[Saved data entries]
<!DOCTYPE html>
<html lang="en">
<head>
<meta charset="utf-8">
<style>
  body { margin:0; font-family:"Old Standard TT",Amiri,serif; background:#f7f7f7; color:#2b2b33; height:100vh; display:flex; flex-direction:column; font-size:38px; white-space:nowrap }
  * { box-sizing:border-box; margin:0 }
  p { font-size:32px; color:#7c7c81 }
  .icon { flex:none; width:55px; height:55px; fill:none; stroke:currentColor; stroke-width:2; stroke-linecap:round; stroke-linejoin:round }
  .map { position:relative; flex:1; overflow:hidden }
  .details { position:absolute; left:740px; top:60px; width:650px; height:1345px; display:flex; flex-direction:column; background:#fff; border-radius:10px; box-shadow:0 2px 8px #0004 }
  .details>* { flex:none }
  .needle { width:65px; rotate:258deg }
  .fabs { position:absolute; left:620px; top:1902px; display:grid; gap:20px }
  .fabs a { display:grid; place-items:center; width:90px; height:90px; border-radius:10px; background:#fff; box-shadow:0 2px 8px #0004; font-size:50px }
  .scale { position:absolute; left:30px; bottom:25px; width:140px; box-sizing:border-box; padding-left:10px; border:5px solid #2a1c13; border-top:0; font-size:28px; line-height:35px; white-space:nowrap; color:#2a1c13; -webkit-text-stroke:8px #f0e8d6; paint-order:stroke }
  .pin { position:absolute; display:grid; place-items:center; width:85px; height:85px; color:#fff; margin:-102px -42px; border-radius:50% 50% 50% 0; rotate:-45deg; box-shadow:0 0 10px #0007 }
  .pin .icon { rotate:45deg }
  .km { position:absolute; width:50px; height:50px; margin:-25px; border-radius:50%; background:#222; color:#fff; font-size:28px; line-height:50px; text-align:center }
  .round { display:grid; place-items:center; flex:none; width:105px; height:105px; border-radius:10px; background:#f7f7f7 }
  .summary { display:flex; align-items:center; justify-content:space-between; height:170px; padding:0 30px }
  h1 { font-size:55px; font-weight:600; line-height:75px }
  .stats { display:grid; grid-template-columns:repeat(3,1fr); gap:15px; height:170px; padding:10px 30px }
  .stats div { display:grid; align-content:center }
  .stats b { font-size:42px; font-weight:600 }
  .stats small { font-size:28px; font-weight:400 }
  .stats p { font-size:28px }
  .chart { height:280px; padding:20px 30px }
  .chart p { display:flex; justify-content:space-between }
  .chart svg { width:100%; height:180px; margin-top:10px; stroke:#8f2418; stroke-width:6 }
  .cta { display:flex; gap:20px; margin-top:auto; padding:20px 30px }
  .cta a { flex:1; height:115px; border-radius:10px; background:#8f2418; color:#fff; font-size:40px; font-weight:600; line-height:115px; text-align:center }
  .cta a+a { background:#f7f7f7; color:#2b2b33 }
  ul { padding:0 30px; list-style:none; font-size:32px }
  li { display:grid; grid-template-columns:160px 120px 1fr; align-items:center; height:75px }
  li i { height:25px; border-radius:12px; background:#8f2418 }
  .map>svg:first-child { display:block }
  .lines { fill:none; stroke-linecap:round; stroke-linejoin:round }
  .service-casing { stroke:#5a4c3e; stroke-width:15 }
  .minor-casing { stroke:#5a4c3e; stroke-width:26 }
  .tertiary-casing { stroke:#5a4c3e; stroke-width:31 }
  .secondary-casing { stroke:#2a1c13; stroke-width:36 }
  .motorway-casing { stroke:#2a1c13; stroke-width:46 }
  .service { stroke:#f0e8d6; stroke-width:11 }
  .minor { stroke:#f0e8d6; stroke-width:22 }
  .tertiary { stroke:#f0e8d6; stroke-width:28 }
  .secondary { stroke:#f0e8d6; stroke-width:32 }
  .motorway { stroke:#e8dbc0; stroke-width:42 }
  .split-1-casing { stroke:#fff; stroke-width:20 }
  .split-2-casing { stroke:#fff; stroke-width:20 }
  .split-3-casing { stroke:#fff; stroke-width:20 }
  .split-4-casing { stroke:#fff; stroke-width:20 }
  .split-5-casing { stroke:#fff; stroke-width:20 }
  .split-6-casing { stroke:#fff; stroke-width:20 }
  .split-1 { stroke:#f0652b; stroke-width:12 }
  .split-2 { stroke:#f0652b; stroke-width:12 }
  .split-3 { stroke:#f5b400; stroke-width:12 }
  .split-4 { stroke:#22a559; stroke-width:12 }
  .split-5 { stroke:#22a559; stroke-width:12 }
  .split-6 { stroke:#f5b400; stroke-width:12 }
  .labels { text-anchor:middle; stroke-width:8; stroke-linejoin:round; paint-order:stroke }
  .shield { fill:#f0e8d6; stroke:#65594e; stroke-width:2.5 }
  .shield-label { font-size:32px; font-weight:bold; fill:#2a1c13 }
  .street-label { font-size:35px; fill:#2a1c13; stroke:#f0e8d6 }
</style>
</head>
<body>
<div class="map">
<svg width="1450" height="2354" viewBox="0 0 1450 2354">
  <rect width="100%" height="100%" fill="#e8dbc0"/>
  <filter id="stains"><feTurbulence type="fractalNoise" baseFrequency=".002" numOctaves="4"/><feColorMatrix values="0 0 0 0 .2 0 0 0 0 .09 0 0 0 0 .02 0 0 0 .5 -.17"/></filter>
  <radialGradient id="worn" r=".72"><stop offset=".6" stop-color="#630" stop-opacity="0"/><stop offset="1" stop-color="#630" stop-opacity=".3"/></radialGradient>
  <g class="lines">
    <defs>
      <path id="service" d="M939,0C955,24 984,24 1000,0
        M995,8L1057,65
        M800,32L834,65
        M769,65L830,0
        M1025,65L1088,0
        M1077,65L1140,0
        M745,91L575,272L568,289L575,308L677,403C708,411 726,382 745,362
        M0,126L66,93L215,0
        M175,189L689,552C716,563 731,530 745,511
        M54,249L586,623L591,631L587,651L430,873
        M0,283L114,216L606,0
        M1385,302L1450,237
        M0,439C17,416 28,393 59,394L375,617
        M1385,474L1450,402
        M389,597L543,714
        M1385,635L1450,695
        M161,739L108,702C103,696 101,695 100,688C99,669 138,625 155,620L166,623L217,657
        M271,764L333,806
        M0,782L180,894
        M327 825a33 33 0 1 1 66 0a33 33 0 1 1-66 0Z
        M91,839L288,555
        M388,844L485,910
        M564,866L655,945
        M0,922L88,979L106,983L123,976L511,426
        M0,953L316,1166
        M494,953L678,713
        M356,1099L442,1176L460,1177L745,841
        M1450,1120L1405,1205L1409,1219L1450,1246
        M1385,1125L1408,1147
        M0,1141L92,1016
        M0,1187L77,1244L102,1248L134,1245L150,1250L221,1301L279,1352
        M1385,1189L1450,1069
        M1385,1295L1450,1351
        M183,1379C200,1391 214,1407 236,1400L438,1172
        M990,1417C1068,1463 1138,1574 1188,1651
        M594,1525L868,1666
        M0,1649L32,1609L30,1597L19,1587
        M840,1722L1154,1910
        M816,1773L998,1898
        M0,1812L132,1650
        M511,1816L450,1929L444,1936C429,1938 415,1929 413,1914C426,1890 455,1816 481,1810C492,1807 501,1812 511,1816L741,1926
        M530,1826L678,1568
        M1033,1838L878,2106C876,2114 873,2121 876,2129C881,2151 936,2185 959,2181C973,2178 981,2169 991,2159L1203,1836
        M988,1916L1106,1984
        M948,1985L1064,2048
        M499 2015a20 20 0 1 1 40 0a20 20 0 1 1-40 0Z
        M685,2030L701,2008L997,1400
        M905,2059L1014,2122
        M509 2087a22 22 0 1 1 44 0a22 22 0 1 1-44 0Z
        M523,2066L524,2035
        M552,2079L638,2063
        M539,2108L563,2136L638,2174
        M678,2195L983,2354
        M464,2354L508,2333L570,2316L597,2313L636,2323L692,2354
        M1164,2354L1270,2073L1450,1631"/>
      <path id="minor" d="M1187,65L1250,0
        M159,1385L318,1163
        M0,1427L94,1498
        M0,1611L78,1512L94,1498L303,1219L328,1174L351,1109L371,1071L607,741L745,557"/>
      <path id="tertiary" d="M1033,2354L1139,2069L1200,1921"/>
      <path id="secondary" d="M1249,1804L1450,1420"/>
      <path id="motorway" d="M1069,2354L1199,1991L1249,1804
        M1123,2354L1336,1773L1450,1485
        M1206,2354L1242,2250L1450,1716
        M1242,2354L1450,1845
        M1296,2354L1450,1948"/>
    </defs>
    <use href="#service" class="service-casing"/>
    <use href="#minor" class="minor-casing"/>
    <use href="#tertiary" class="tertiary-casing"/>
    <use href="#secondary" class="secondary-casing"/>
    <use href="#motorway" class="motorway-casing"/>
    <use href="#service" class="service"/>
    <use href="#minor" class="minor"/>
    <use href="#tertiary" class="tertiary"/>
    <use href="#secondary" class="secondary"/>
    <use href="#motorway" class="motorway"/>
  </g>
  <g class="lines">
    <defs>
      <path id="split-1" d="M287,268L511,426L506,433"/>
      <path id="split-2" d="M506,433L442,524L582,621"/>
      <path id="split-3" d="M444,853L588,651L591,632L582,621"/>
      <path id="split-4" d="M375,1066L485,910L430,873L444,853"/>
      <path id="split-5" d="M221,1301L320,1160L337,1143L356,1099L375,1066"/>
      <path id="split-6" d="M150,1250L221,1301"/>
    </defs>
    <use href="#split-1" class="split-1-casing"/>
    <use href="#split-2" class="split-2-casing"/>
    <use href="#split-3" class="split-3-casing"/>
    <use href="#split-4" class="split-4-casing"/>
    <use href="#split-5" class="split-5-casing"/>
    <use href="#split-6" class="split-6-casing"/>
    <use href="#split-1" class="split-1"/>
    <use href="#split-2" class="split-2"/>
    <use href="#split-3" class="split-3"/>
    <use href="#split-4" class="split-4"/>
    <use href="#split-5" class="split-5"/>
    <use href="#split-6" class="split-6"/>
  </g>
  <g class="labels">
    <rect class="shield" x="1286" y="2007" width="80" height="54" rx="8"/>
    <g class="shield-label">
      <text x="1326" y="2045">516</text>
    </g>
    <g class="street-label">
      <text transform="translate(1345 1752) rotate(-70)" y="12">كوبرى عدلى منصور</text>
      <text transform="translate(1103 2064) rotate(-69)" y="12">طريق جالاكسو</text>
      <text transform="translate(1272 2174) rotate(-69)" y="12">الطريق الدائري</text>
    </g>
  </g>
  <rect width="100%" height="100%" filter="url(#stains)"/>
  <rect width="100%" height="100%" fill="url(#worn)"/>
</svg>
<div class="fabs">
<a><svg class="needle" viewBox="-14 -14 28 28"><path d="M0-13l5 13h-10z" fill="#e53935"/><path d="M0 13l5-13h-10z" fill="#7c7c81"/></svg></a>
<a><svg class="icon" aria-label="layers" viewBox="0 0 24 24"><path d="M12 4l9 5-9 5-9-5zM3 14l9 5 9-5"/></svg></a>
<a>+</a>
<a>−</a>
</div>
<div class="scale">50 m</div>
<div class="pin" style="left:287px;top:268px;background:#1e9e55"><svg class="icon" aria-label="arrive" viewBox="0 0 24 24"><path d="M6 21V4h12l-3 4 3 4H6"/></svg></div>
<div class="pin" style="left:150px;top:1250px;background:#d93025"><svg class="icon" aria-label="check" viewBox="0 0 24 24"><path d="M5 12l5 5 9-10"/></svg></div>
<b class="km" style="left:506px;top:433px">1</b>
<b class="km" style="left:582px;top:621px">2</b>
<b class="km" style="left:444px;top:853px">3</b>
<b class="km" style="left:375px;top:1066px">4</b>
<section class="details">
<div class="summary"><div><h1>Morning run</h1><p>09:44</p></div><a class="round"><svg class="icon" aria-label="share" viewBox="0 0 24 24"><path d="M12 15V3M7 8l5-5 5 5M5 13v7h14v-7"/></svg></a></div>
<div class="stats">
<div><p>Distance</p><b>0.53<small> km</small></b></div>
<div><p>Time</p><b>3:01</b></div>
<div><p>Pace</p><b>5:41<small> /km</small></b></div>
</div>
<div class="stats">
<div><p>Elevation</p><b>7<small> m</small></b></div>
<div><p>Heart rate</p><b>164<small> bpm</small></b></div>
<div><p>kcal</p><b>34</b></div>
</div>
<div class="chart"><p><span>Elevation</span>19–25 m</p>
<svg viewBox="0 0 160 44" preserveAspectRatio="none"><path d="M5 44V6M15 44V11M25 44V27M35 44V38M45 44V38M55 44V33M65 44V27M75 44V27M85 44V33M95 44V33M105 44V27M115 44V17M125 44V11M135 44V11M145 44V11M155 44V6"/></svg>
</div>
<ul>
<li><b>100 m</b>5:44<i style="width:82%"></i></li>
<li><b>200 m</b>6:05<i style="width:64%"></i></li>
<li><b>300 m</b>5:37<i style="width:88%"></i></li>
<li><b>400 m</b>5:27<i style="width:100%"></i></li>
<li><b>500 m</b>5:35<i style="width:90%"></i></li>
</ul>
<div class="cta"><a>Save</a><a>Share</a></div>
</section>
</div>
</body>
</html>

◆ PROBLEM REQUIREMENTS
Whenever a line of the data includes the word "filter", show that line in full.

◆ SOLUTION FOR THIS TASK
  <filter id="stains"><feTurbulence type="fractalNoise" baseFrequency=".002" numOctaves="4"/><feColorMatrix values="0 0 0 0 .2 0 0 0 0 .09 0 0 0 0 .02 0 0 0 .5 -.17"/></filter>
  <rect width="100%" height="100%" filter="url(#stains)"/>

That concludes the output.